The answer should be one number only, namely how many lines of the records hold the word "scale".
### DATASET ENTRIES ###
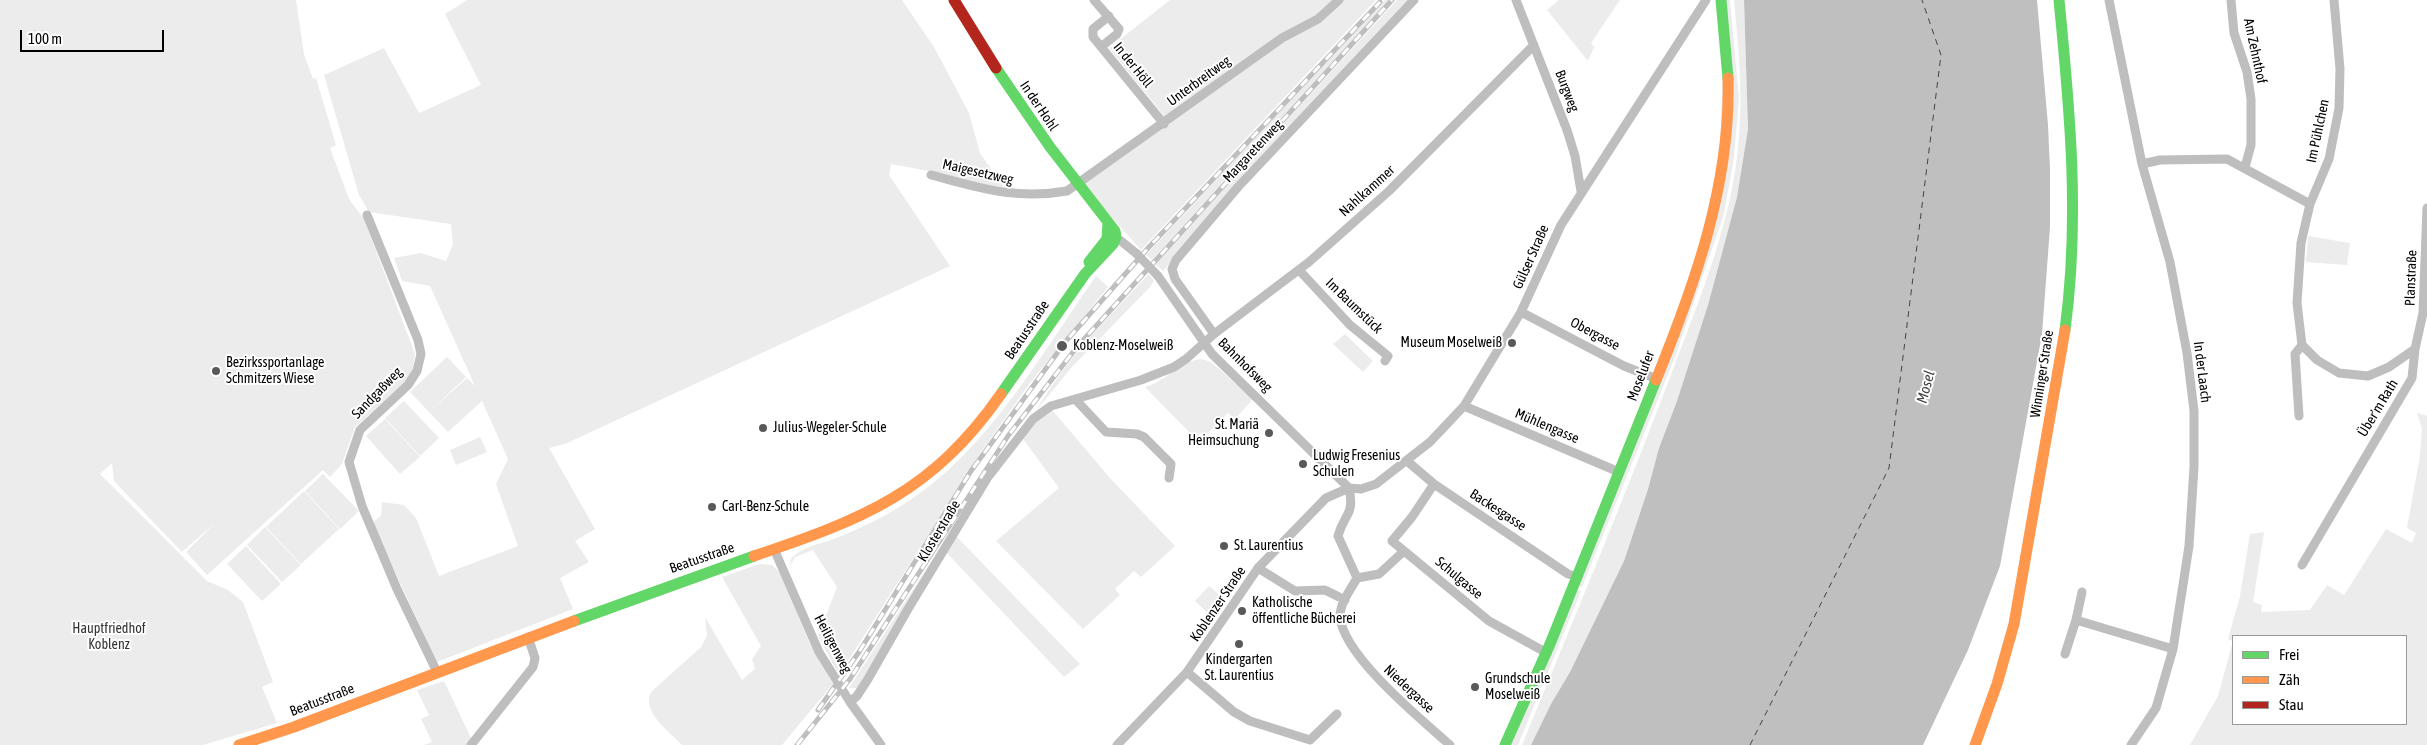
<!DOCTYPE html>
<meta charset="utf-8">
<style>
body{margin:0}
#map{position:relative;width:2427px;height:745px;overflow:hidden;background:#fff;font-family:"Asap Condensed",sans-serif}
canvas{display:block}
.legend{position:absolute;left:2232px;top:635px;width:175px;height:90px;box-sizing:border-box;background:#fff;border:1px solid #999;margin:0;padding:6px 9px;list-style:none;font-size:15px;color:#000}
.legend li{display:flex;align-items:center;gap:10px;height:25px}
.legend b{width:25px;border:1px solid #999}
.scale{position:absolute;left:20px;top:30px;width:144px;height:22px;box-sizing:border-box;border:2px solid #000;border-top:0;padding-left:6px;font-size:15px;line-height:18px;white-space:nowrap;color:#000;-webkit-text-stroke:4px #fff;paint-order:stroke}
</style>
<div id="map">
<canvas width="2427" height="745"></canvas>
<ul class="legend">
<li><b style="height:6px;background:#63d668"></b>Frei</li>
<li><b style="height:6px;background:#ff974d"></b>Zäh</li>
<li><b style="height:6px;background:#b3261e"></b>Stau</li>
</ul>
<div class="scale">100 m</div>
</div>
<script>
const ctx = document.querySelector('canvas').getContext('2d');
ctx.lineJoin = 'round';
function fillPath(path, color) {
  ctx.fillStyle = color;
  ctx.fill(path, 'evenodd');
}
function strokePath(path, color, width, dash) {
  ctx.strokeStyle = color;
  ctx.lineWidth = width;
  ctx.lineCap = dash ? 'butt' : 'round';
  ctx.setLineDash(dash || []);
  ctx.stroke(path);
}
function write(font, color, halo, rows, align = 'center') {
  ctx.font = font + ' "Asap Condensed",sans-serif';
  ctx.lineWidth = 4;
  ctx.setLineDash([]);
  ctx.textBaseline = 'middle';
  ctx.strokeStyle = halo;
  ctx.fillStyle = color;
  for (const [text, x, y, turn = 0] of rows) {
    ctx.save();
    ctx.translate(x, y);
    ctx.rotate((+turn || 0) * Math.PI / 180);
    ctx.textAlign = isNaN(turn) ? turn : align;
    if (halo) ctx.strokeText(text, 0, 0);
    ctx.fillText(text, 0, 0);
    ctx.restore();
  }
}
fillPath(new Path2D(`
 M0,0H296L304,54L313,79L316,78L336,145L330,148L349,199L364,219L415,354L413,369L404,384L355,427L342,464L330,477L323,470L207,575L186,552L215,523L182,552L114,481L112,463L100,474L207,581L228,590L243,602L273,682L262,687L277,723L203,745H0Z
 M467,0H902L934,47L969,113L980,153L1006,191L929,171L891,164L889,175L950,266L565,444L549,448L595,529L575,541L589,562L560,578L573,609L437,662L372,523L381,516L382,502L404,505L416,518L439,576L518,546L496,484L508,459L482,401L448,432L429,412L467,378L475,386L430,286L402,281L394,258L421,253L446,261L453,244L451,224L369,212L359,195L324,75L384,48L419,113L481,85L445,14Z
 M1170,0H1376L1141,250L1082,184L1170,123L1109,48Z
 M1385,0H1389L1152,260L1146,255Z
 M1397,0H1411L1163,271L1155,264Z
 M1559,0H1620L1591,43L1594,47L1588,61L1547,10Z
 M1725,0H1730L1739,98L1734,157L1724,214L1675,357L1582,587L1579,586L1718,215Z
 M1734,0H1744L1748,129L1737,197L1708,305L1677,401L1659,448L1648,489L1624,561L1570,672L1551,704L1531,745H1522C1573,621 1625,497 1672,372C1698,303 1728,231 1737,157C1744,104 1739,53 1734,0Z
 M2308,236L2350,243L2347,265L2306,262Z
 M1149,274L1154,281L1150,287L1071,368L1036,411C1065,360 1108,317 1149,274Z
 M1096,276L1108,287L1033,379L979,455L839,675L818,636L837,587L813,550L795,557L790,566L791,559C802,546 824,543 839,537C863,527 888,515 910,500C989,448 1042,353 1096,276Z
 M1345,334L1373,361L1363,372L1333,344Z
 M447,357L466,377L429,412L410,392Z
 M1202,359L1211,362L1253,399L1235,419L1228,413L1206,435L1201,433L1195,438L1145,387C1166,382 1180,360 1202,359Z
 M404,401L439,438L420,456L385,418Z
 M1053,411L1110,478L1175,546L1141,577L1134,571L1115,589L1120,595L1083,629L996,541L1059,488L1021,436L1033,424Z
 M2417,413L2427,416V745H2190L2218,696L2233,641L2228,639L2240,596L2250,534L2264,532L2253,602L2262,605L2261,612L2310,610L2327,585L2344,595L2386,529L2412,543L2416,533L2407,528L2420,456L2422,428ZM2233,636H2406V724H2233Z
 M385,419L420,457L400,474L366,436Z
 M480,437L487,452L456,465L450,450Z
 M323,474L359,511L340,529L305,491Z
 M304,491L339,529L301,564L266,527Z
 M265,527L301,565L282,582L247,545Z
 M951,531L860,688H849Z
 M956,536L1080,664L1064,677L946,552Z
 M246,546L281,584L262,601L227,564Z
 M760,564L772,565L780,573L810,644L833,684L782,745H682C669,731 641,712 651,692L701,647L707,636L705,617L742,680L755,669L752,659L761,646L722,577Z
 M1209,586L1226,600L1213,618L1195,601Z
 M1577,589L1581,591L1518,745H1511Z
 M444,681L471,738L467,745H424L432,742L421,719L429,715L417,690Z`), '#ececec');
fillPath(new Path2D(`
 M1744,0H2037L2048,125L2050,169V227L2042,334L2000,566L1968,650L1923,745H1531L1551,704L1570,672L1624,561L1648,489L1659,448L1677,401L1708,305L1737,197L1748,129Z`), '#bfbfbf');
strokePath(new Path2D(`
 M1750,745L1889,468L1941,55L1922,0`), '#444', 1, [6, 5]);
strokePath(new Path2D(`
 M1094,0L1119,29L1117,34L1101,47
 M1516,0L1567,130L1575,156L1581,191
 M2109,0L2142,164L2170,262L2187,353L2194,411V467L2189,546L2173,649L2156,708L2131,745
 M2231,0L2234,33L2247,72L2251,99V145L2245,167
 M2334,0L2340,69L2339,108L2329,159L2310,204L2301,243L2297,303L2302,345L2317,360L2339,373L2368,376L2389,367L2415,349
 M1109,16L1093,29V37L1164,124
 M2142,164L2160,160L2227,159L2310,204
 M931,175C981,188 1015,200 1067,191L1282,38L1318,19L1339,0
 M367,215L418,340L421,354L417,371L408,385L360,430L349,462L362,506L397,589L437,672
 M1110,237L1121,241L1137,254
 M1299,270L1350,325L1388,356L1385,361
 M1158,276L1212,354L1349,488
 M1521,312L1624,366L1657,379
 M1214,334L1175,279L1172,269L1176,260L1238,187L1414,0
 M1075,399L1106,432L1137,434L1144,437L1171,464L1169,478
 M1464,406L1619,472
 M2299,416L2295,354L2302,345
 M1407,461L1434,484L1568,574L1578,577
 M1434,484L1412,517L1392,541L1489,621L1547,653
 M1349,488C1355,516 1344,513 1338,536L1357,578L1379,574L1404,551
 M774,549L819,652L850,702L881,745
 M2302,565L2412,378L2415,349L2423,313L2427,208
 M1258,568L1295,591L1325,590L1345,600
 M1357,578C1351,589 1340,603 1340,616C1342,655 1421,719 1450,745
 M2082,592L2076,620L2173,649
 M2065,654L2076,620
 M1187,672L1234,712L1250,721L1310,740L1337,714
 M850,702L857,696L868,679L908,609L988,477L1033,419L1051,406L1141,380L1174,367L1186,359L1214,334L1309,262L1389,191L1534,45
 M471,745L533,667L535,658L528,637
 M1117,745L1187,672L1258,568L1326,498L1349,488L1361,489L1376,484L1430,442L1464,406L1521,312L1561,225L1706,0`), '#bebebe', 9);
strokePath(new Path2D(`
 M1721,0L1728,78
 M2059,0C2070,111 2080,219 2065,330
 M996,68L1050,147L1115,231L1116,237L1113,244L1085,274L1001,394
 M1089,262L1107,239L1108,222
 M574,621L754,556
 M1505,745L1550,644L1656,380`), '#63d668', 11);
strokePath(new Path2D(`
 M1656,380C1695,284 1731,184 1728,78
 M754,556C863,519 932,493 1001,394
 M239,745L294,727L574,621
 M1975,745L1997,684L2014,624L2065,330`), '#ff974d', 11);
strokePath(new Path2D(`
 M954,0L996,68`), '#b3261e', 11);
const rail = new Path2D(`
 M818,710L859,652L971,471L1066,341L1149,247L1380,2
 M797,745L850,679L1008,436L1077,347L1392,0`);
strokePath(rail, '#bebebe', 5);
strokePath(rail, '#fff', 3, [9]);
strokePath(new Path2D(`
 M1137,254L1158,276`), '#bebebe', 9);
for (const [x, y, r, color] of [
 [1512,343,5,"#595959"],
 [1062,346,6,"#595959"],
 [216,371,5,"#595959"],
 [763,428,5,"#595959"],
 [1269,433,5,"#595959"],
 [1303,464,5,"#595959"],
 [712,507,5,"#595959"],
 [1224,546,5,"#595959"],
 [1242,611,5,"#595959"],
 [1239,644,5,"#595959"],
 [1475,687,5,"#595959"]
]) {
  const dot = new Path2D();
  dot.arc(x, y, r, 0, 2 * Math.PI);
  ctx.fillStyle = color;
  ctx.fill(dot);
  strokePath(dot, '#fff', 2);
}
write('14px', '#000', '#fff', [
 ["Am Zehnthof",2255,51,78],
 ["In der Höll",1133,65,51],
 ["Unterbreitweg",1199,81,-36],
 ["Burgweg",1567,91,69],
 ["In der Hohl",1039,106,56],
 ["Im Pühlchen",2318,131,-78],
 ["Margaretenweg",1253,151,-47],
 ["Maigesetzweg",978,172,13],
 ["Nahlkammer",1367,191,-42],
 ["Gülser Straße",1531,257,-66],
 ["Planstraße",2411,278,-88],
 ["Im Baumstück",1354,306,44],
 ["Beatusstraße",1027,330,-56],
 ["Obergasse",1595,334,28],
 ["Bahnhofsweg",1245,365,45],
 ["In der Laach",2202,372,83],
 ["Winninger Straße",2042,374,-81],
 ["Moselufer",1641,376,-69],
 ["Sandgaßweg",377,393,-46],
 ["Über'm Rath",2378,408,-59],
 ["Mühlengasse",1547,426,23],
 ["Backesgasse",1498,510,33],
 ["Klosterstraße",939,531,-59],
 ["Beatusstraße",702,558,-19],
 ["Schulgasse",1459,578,40],
 ["Koblenzer Straße",1218,604,-56],
 ["Heiligenweg",833,644,62],
 ["Niedergasse",1409,689,43],
 ["Beatusstraße",322,700,-21]
]);
write('14px', '#000', '#fff', [
 ["Museum Moselweiß",1502,343,"right"],
 ["Koblenz-Moselweiß",1073,346],
 ["Bezirkssportanlage",226,363],
 ["Schmitzers Wiese",226,379],
 ["St. Mariä",1259,425,"right"],
 ["Heimsuchung",1259,441,"right"],
 ["Julius-Wegeler-Schule",773,428],
 ["Ludwig Fresenius",1313,456],
 ["Schulen",1313,472],
 ["Carl-Benz-Schule",722,507],
 ["St. Laurentius",1234,546],
 ["Katholische",1252,603],
 ["öffentliche Bücherei",1252,619],
 ["Kindergarten",1239,660,"center"],
 ["St. Laurentius",1239,676,"center"],
 ["Grundschule",1485,679],
 ["Moselweiß",1485,695]
], 'left');
write('14px', '#333', '#fff', [
 ["Hauptfriedhof",109,629],
 ["Koblenz",109,645]
]);
write('italic 15px', '#444', '#fff', [
 ["Mosel",1926,387,-75]
]);
</script>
###
▶ [ANSWER TO THE EXERCISE]: 2